A review by kevin_shepherd
Thomas Jefferson: Author of America by Christopher Hitchens

5.0

Jefferson did not embody contradiction. Jefferson was a contradiction, and this will be found at every step of the narrative that goes to make up his life.” (pg 5)

Hitchens refers to Thomas Jefferson as the “Author of America.” Author apparently won out over other descriptors such as inventor, designer, or engineer. Jefferson was indeed a better writer than he was an orator, and it was chiefly his authorship that set the foundation for American independence and self governance. He took cues from the likes of Thomas Paine and John Locke, fusing the former’s straightforward style with the latter’s elevated prose. Where Locke wrote “life, liberty, and property” Jefferson penned “life, liberty, and the pursuit of happiness.”
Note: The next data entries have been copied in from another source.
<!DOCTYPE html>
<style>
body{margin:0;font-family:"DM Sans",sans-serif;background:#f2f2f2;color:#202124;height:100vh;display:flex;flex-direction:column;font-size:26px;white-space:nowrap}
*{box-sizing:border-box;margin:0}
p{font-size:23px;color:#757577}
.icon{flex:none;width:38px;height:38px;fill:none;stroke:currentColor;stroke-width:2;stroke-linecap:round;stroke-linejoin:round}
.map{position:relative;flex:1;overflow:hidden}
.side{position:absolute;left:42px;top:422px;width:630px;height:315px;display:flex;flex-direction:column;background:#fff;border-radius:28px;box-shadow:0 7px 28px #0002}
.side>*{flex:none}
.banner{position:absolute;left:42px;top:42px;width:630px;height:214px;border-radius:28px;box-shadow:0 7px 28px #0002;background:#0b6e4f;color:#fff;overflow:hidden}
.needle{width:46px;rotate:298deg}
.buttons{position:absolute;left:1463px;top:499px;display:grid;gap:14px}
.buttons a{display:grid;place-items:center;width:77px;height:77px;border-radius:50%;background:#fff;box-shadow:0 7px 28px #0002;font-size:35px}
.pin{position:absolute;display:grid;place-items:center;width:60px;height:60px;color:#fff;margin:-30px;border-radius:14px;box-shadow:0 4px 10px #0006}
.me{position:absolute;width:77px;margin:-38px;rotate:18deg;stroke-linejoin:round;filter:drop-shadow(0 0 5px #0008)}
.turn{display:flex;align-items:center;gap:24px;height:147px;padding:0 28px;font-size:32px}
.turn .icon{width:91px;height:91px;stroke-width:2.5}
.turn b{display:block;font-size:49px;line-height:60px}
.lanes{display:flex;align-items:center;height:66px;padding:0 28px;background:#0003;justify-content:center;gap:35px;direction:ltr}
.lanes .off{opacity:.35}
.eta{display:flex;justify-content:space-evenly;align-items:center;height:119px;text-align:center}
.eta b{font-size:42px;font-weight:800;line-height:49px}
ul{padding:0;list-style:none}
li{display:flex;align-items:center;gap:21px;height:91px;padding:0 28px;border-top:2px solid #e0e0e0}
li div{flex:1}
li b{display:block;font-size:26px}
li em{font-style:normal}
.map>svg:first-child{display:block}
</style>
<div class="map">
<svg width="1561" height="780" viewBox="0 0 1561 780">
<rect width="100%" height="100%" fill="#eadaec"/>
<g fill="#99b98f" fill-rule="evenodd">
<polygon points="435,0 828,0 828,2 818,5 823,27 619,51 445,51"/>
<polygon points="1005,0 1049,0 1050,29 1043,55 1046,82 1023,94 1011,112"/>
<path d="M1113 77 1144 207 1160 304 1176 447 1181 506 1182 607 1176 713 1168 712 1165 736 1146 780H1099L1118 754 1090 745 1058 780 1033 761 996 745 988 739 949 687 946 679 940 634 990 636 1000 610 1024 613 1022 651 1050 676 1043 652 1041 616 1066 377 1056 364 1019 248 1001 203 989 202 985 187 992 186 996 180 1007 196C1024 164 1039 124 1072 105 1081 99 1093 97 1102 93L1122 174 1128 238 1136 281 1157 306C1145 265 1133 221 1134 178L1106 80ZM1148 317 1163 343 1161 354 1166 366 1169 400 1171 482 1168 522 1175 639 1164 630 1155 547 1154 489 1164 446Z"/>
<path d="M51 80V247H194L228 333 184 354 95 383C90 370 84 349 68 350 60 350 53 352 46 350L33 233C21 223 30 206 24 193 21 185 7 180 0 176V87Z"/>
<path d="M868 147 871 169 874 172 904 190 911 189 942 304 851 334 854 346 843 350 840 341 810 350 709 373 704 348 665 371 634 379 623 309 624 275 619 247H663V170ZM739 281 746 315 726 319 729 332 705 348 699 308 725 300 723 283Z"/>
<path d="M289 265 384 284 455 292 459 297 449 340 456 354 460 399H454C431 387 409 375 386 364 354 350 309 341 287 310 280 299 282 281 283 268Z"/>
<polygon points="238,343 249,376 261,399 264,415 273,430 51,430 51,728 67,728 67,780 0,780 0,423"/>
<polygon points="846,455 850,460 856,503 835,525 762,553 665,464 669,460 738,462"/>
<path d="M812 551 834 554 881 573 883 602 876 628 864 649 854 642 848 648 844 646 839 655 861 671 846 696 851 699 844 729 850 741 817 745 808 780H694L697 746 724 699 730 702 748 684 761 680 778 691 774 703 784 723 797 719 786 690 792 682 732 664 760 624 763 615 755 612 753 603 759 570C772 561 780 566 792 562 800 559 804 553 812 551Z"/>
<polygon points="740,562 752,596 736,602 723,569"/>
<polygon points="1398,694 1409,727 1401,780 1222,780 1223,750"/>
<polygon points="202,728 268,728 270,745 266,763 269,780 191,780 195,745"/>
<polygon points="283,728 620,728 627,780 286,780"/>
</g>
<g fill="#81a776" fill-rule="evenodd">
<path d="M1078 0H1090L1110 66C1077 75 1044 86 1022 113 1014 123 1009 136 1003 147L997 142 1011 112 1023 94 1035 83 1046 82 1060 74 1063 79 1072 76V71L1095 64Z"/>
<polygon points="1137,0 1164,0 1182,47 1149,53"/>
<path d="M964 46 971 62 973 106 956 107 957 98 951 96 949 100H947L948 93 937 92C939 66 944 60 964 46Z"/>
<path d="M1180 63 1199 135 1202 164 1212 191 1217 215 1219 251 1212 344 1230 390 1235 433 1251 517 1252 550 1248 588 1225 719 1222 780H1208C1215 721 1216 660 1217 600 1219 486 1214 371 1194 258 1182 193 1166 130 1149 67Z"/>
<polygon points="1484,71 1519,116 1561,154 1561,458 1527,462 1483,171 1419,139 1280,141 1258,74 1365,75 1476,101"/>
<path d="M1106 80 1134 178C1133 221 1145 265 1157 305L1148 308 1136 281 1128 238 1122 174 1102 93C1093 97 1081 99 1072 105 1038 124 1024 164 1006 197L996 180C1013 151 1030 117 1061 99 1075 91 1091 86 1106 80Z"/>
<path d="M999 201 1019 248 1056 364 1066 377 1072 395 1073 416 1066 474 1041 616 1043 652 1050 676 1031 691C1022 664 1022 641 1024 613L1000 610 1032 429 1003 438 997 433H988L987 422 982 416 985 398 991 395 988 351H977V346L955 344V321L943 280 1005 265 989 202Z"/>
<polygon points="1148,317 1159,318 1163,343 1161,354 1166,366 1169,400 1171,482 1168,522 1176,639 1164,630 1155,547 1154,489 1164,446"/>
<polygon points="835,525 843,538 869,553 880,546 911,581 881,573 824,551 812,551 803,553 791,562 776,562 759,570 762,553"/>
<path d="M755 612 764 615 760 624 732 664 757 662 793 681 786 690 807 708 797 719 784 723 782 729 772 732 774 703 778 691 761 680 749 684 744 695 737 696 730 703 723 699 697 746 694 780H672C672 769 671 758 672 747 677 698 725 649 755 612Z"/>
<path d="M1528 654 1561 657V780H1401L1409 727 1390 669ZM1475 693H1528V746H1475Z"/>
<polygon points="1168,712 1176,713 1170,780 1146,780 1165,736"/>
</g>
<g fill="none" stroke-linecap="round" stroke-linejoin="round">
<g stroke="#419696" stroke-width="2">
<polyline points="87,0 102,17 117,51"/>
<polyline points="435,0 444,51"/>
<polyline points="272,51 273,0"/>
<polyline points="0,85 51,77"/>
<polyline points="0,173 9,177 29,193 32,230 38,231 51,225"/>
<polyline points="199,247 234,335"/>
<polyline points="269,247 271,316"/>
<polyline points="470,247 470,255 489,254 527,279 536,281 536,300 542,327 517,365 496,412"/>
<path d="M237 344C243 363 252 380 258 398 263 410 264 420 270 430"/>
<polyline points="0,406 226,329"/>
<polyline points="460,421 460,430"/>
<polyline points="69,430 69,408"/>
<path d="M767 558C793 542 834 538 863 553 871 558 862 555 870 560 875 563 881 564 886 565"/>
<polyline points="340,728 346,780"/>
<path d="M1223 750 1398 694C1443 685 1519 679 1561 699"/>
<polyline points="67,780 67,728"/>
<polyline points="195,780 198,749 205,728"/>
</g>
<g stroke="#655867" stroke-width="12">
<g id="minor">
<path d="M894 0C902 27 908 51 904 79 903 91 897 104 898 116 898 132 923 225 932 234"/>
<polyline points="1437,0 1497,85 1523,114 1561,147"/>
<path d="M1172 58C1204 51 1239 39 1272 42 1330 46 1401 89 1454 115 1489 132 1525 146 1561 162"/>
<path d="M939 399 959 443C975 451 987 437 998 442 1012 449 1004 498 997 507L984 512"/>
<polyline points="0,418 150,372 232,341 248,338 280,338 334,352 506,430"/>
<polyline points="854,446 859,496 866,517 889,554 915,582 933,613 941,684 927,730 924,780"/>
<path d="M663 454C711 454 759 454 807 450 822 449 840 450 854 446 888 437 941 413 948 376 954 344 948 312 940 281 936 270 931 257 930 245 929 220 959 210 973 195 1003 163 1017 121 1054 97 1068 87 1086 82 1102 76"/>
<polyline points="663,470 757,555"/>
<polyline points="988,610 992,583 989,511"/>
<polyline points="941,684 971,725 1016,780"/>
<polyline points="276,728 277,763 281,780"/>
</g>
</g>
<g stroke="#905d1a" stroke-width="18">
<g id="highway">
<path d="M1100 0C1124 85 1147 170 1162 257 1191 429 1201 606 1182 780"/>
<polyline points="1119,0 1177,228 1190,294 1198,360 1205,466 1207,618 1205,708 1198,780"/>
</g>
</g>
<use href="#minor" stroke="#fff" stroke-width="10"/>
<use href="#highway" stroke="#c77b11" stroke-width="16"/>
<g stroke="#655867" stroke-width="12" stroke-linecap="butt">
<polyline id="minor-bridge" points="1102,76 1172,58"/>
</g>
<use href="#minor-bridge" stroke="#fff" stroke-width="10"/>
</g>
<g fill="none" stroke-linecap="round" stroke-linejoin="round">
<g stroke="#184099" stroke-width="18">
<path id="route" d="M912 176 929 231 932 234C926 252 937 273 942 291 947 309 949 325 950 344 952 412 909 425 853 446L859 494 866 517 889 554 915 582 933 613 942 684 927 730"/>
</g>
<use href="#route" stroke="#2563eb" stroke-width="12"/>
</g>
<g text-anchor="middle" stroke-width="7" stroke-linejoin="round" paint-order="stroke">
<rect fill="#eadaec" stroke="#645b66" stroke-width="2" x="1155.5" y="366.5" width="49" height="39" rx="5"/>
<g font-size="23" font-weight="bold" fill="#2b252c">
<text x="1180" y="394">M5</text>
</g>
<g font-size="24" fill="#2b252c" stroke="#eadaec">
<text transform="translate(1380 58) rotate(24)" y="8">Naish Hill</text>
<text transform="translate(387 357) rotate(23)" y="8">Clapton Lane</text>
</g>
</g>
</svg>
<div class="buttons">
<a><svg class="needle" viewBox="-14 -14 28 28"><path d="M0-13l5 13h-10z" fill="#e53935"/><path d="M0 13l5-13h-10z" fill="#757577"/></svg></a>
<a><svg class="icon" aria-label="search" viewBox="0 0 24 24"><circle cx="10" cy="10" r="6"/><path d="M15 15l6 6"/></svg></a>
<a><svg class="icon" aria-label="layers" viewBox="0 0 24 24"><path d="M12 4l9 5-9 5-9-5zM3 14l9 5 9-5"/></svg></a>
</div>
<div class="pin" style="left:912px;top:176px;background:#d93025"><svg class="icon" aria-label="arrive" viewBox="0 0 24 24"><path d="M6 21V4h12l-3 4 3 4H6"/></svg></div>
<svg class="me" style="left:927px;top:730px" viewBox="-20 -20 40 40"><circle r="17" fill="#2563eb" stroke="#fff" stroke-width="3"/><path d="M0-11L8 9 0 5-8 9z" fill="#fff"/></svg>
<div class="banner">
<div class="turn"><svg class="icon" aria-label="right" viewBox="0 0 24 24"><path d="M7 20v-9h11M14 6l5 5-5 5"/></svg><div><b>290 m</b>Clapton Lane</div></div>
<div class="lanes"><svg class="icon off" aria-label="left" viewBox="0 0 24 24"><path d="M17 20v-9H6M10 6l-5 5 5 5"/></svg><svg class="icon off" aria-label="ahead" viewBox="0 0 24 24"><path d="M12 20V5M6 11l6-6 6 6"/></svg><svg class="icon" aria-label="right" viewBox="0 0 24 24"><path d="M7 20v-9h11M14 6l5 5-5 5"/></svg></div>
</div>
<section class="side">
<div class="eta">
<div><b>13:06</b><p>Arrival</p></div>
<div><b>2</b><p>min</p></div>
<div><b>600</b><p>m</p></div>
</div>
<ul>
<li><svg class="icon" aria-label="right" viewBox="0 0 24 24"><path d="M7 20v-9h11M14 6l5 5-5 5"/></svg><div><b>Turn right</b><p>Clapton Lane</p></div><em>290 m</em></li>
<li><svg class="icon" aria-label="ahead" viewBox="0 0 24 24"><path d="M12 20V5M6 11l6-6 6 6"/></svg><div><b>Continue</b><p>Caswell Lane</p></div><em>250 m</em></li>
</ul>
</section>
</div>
. . . “the pursuit of happiness” belongs to that limited group of lapidary phrases that has changed history . . .” (pg 26)

On Slavery

On the one hand Jefferson himself was a slave owner, on the other hand he attempted on multiple occasions to introduce legislation that would curtail and/or abolish the institution. Frequently referring to slavery as a “great evil,” his personal correspondence with friends and associates expressed both guilt and fear; guilt that he was party to a crime, and fear of what freed slaves might do in reprisal.

Nothing is more certainly written in the book of fate, than that these people are to be free; nor is it less certain that the two races, equally free, cannot live in the same government.” -Thomas Jefferson, 1821

On paper, Jefferson’s plan was to free the slaves—and then deport them (for safety’s sake?). This plan never really got off the drawing board. In fact, even when it became easier for slave holders to emancipate their captives, the only slaves Jefferson ever freed were the children he himself fathered with Sally Hemings.

On Religion

As a self professed deist, Jefferson did not believe that God intervened in human affairs. This put him at appreciable odds with many of his contemporaries (e.g. Patrick Henry) and helped set him against archaic colonial and state jurisprudence. For instance, during his political tenure South Carolina adopted Protestantism as its only “official faith,” Delaware required its political candidates to swear faith in the Trinity, Maryland denied rights to Deists, Jews, and atheists, New York denied rights to Catholics, Massachusetts declared that only Christians who denounced the pope could hold public office, and Jefferson’s home state of Virginia had a death penalty for heresy. Is it any wonder that Jefferson was such a proponent for the separation of church and state?

The Eloquence of Christopher Hitchens

Hitchens goes on to detail what he refers to as the “three particular and nation-building chapters” of Jefferson’s life: the Barbary Wars (1801 - 1815), the Louisiana Purchase (1803 - 1804), and the Lewis and Clark expedition (1804 - 1806). I’m not sure anyone else could have squeezed 83 years of a person’s life, including philosophical works, military service, political elections, political appointments, political delegations, foreign assignments, two revolutions, multiple wars, one wife, one mistress, and (at least) twelve children, all within 188 pages—and all without a single boring sentence or frivolous paragraph. There never seem to be enough stars to rate Hitch’s books, this one gets five.